Work order =>
Your response should be a copy of each line in the listing below that includes the word "grid".

Source data =>
========================================================================
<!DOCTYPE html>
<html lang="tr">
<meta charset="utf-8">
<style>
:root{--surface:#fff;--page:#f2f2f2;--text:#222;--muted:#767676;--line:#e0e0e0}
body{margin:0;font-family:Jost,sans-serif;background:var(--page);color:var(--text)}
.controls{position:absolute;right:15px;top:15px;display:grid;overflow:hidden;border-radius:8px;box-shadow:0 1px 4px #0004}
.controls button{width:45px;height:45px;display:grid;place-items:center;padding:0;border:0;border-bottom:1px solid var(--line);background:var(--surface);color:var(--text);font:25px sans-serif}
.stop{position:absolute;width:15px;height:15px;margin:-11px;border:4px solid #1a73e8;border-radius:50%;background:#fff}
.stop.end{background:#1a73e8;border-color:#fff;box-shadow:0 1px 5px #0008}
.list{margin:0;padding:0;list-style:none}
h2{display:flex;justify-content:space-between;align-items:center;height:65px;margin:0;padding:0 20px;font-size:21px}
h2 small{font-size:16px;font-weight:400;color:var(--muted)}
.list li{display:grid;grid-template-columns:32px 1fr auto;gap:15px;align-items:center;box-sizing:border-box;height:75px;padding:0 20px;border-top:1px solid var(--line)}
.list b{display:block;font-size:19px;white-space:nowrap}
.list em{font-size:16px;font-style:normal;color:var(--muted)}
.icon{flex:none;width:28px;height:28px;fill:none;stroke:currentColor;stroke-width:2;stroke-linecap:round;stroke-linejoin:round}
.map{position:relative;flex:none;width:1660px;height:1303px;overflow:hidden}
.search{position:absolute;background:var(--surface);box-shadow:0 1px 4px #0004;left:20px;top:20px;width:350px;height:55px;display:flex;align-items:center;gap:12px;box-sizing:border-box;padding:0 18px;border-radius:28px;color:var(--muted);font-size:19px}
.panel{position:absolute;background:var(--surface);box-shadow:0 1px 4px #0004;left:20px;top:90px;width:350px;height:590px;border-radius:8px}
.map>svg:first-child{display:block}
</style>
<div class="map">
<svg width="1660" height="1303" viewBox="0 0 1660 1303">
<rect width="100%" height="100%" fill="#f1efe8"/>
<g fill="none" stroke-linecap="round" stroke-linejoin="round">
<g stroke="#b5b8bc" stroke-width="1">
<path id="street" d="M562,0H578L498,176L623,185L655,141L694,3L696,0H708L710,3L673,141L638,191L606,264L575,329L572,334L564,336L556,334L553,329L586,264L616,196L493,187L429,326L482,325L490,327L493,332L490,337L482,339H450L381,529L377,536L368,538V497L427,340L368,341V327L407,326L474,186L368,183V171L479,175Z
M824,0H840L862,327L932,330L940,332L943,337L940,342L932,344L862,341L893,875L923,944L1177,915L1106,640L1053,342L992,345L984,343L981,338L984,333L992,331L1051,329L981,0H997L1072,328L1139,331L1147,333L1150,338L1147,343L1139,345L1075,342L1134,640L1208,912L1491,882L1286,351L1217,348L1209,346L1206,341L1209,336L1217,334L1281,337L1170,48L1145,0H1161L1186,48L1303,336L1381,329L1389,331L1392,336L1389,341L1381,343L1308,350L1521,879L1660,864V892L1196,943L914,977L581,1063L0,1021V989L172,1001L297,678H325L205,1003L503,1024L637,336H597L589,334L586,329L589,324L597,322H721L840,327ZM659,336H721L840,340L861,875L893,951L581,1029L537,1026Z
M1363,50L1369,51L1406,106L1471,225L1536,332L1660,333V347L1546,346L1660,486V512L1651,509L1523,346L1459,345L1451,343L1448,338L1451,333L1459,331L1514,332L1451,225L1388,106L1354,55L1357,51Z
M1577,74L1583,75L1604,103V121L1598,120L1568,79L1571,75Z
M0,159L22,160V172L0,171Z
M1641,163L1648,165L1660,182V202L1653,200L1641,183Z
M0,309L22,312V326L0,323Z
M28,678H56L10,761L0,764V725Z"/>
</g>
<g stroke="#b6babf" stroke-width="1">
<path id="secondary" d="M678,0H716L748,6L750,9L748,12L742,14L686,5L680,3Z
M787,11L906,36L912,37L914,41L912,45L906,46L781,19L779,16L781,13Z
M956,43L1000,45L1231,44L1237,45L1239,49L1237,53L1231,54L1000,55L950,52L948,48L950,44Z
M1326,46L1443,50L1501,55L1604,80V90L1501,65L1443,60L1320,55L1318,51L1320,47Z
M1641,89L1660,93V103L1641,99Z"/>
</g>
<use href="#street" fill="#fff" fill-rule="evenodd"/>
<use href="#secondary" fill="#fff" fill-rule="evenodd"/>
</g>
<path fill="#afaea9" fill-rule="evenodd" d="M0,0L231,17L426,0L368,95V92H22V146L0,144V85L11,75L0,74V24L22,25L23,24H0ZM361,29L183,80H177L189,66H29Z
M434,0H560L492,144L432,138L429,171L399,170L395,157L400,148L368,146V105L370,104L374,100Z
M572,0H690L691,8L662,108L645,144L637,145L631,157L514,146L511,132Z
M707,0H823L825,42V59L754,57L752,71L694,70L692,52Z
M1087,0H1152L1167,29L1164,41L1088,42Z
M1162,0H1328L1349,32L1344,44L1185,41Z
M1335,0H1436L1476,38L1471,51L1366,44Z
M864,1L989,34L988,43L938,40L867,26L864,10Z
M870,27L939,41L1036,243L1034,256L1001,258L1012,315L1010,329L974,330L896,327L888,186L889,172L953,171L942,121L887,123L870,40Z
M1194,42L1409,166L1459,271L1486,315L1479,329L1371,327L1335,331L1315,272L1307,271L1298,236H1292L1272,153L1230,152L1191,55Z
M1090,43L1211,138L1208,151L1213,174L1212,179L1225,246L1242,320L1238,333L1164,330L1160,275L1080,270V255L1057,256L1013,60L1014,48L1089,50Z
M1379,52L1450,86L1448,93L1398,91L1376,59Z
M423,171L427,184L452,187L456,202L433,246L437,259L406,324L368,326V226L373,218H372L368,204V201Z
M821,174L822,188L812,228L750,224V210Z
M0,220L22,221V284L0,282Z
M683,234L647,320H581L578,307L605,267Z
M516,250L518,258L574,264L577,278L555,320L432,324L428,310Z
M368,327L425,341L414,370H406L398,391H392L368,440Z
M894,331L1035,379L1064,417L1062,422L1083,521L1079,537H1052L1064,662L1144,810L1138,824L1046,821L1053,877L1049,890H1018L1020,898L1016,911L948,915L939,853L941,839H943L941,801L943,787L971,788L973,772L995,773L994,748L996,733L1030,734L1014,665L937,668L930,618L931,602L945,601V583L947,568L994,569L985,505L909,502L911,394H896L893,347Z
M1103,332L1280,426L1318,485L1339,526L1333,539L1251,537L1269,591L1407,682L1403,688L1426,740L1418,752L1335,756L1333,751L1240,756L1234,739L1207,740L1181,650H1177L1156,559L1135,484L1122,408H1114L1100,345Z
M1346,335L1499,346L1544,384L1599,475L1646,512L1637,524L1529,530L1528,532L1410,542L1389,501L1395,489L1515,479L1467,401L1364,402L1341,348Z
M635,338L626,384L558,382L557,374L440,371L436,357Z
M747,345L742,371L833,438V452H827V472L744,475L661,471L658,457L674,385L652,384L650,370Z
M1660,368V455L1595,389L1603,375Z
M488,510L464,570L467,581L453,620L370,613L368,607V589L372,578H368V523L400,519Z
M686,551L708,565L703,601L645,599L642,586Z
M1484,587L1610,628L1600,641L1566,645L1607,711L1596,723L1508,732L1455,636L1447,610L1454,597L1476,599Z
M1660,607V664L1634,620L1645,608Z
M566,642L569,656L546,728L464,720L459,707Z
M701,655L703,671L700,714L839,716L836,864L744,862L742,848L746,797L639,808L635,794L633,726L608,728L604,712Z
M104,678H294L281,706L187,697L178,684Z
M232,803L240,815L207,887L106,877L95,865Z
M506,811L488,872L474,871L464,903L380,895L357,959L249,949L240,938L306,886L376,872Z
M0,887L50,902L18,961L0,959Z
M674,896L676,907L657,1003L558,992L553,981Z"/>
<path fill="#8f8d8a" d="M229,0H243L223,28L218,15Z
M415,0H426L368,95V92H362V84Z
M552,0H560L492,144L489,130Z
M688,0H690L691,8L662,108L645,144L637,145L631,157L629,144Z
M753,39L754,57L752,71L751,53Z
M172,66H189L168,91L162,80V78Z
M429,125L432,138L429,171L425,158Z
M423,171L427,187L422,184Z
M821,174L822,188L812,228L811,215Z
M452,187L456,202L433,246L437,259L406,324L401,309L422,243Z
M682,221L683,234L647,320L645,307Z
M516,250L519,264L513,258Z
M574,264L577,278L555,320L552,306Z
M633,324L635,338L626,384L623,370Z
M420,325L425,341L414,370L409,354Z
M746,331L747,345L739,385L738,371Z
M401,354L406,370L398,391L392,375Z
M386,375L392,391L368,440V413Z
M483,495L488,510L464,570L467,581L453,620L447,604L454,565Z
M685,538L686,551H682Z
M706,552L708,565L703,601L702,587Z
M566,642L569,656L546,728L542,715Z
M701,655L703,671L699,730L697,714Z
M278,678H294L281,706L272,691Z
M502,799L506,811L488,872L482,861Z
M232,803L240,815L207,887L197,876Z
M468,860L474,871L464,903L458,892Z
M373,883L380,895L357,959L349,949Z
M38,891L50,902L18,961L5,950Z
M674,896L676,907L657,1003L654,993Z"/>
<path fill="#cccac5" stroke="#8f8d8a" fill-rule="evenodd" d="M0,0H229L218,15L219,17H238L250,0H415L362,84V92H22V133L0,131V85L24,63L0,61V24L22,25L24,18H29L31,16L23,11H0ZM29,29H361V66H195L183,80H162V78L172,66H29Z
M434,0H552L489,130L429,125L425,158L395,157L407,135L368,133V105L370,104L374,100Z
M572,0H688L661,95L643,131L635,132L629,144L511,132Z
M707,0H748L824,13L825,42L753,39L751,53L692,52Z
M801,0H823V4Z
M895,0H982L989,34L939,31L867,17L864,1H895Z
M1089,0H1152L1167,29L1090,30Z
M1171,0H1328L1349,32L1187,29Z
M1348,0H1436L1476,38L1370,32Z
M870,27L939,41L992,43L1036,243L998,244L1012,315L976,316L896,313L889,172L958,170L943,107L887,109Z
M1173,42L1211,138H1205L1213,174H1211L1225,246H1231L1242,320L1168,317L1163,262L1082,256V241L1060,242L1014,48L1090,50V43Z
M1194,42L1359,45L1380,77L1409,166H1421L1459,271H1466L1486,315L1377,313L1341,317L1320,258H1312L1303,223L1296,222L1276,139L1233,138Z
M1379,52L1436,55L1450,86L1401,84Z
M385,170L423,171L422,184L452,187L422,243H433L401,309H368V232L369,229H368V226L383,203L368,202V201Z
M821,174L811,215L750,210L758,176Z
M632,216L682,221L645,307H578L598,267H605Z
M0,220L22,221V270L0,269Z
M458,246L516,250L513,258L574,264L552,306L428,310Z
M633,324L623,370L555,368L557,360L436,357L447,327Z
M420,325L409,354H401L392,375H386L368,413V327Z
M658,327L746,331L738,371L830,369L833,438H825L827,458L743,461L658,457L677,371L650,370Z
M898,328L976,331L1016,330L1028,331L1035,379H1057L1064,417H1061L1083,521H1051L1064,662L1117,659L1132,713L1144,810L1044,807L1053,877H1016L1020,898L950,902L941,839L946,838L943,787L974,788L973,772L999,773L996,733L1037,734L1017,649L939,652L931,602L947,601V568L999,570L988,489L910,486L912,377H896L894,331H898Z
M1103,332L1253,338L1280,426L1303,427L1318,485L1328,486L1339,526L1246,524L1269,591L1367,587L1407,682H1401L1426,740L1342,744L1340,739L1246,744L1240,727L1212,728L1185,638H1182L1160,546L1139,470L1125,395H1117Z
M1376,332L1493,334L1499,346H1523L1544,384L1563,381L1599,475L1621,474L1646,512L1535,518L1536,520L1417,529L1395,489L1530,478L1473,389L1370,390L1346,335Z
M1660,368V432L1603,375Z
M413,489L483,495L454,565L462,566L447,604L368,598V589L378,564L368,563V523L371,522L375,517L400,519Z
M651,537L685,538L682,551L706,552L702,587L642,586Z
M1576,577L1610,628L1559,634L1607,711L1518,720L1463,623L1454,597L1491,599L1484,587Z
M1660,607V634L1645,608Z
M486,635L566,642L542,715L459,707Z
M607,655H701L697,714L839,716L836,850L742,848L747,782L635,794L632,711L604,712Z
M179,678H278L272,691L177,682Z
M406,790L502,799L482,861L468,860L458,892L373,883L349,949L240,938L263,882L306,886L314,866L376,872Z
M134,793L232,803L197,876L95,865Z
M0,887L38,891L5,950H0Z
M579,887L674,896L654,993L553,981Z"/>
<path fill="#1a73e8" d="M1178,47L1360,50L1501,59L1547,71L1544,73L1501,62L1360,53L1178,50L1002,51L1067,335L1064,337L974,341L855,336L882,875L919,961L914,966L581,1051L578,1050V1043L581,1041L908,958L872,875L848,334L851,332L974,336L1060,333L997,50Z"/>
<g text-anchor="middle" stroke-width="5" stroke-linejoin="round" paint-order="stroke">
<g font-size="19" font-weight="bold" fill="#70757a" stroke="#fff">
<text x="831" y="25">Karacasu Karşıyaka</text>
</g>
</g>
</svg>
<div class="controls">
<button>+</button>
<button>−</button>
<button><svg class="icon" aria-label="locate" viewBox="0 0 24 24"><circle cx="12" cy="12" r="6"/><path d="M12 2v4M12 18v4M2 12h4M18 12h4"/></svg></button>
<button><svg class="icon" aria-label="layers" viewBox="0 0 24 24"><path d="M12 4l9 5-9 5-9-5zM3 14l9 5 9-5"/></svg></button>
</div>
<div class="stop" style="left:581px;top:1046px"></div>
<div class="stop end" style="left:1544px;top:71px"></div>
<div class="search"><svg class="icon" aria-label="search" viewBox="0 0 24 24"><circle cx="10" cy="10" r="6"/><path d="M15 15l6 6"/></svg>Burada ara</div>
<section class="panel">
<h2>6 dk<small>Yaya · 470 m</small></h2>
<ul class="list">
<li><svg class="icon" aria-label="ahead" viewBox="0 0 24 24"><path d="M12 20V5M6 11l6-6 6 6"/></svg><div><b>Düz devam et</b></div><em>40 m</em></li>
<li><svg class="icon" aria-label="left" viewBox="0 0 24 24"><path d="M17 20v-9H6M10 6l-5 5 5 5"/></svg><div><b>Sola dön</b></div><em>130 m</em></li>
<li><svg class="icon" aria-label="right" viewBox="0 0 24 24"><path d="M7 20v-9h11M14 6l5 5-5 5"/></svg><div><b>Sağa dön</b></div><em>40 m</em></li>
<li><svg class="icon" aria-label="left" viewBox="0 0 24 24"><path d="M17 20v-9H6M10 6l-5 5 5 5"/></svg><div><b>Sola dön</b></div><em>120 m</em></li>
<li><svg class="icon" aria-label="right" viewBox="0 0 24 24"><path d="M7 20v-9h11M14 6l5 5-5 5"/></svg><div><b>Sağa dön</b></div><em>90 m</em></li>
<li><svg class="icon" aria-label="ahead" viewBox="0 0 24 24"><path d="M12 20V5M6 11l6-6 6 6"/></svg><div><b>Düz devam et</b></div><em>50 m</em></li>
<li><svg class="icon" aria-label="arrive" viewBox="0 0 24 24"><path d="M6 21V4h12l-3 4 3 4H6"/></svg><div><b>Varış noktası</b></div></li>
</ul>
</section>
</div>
========================================================================
Final answer =>
.controls{position:absolute;right:15px;top:15px;display:grid;overflow:hidden;border-radius:8px;box-shadow:0 1px 4px #0004}
.controls button{width:45px;height:45px;display:grid;place-items:center;padding:0;border:0;border-bottom:1px solid var(--line);background:var(--surface);color:var(--text);font:25px sans-serif}
.list li{display:grid;grid-template-columns:32px 1fr auto;gap:15px;align-items:center;box-sizing:border-box;height:75px;padding:0 20px;border-top:1px solid var(--line)}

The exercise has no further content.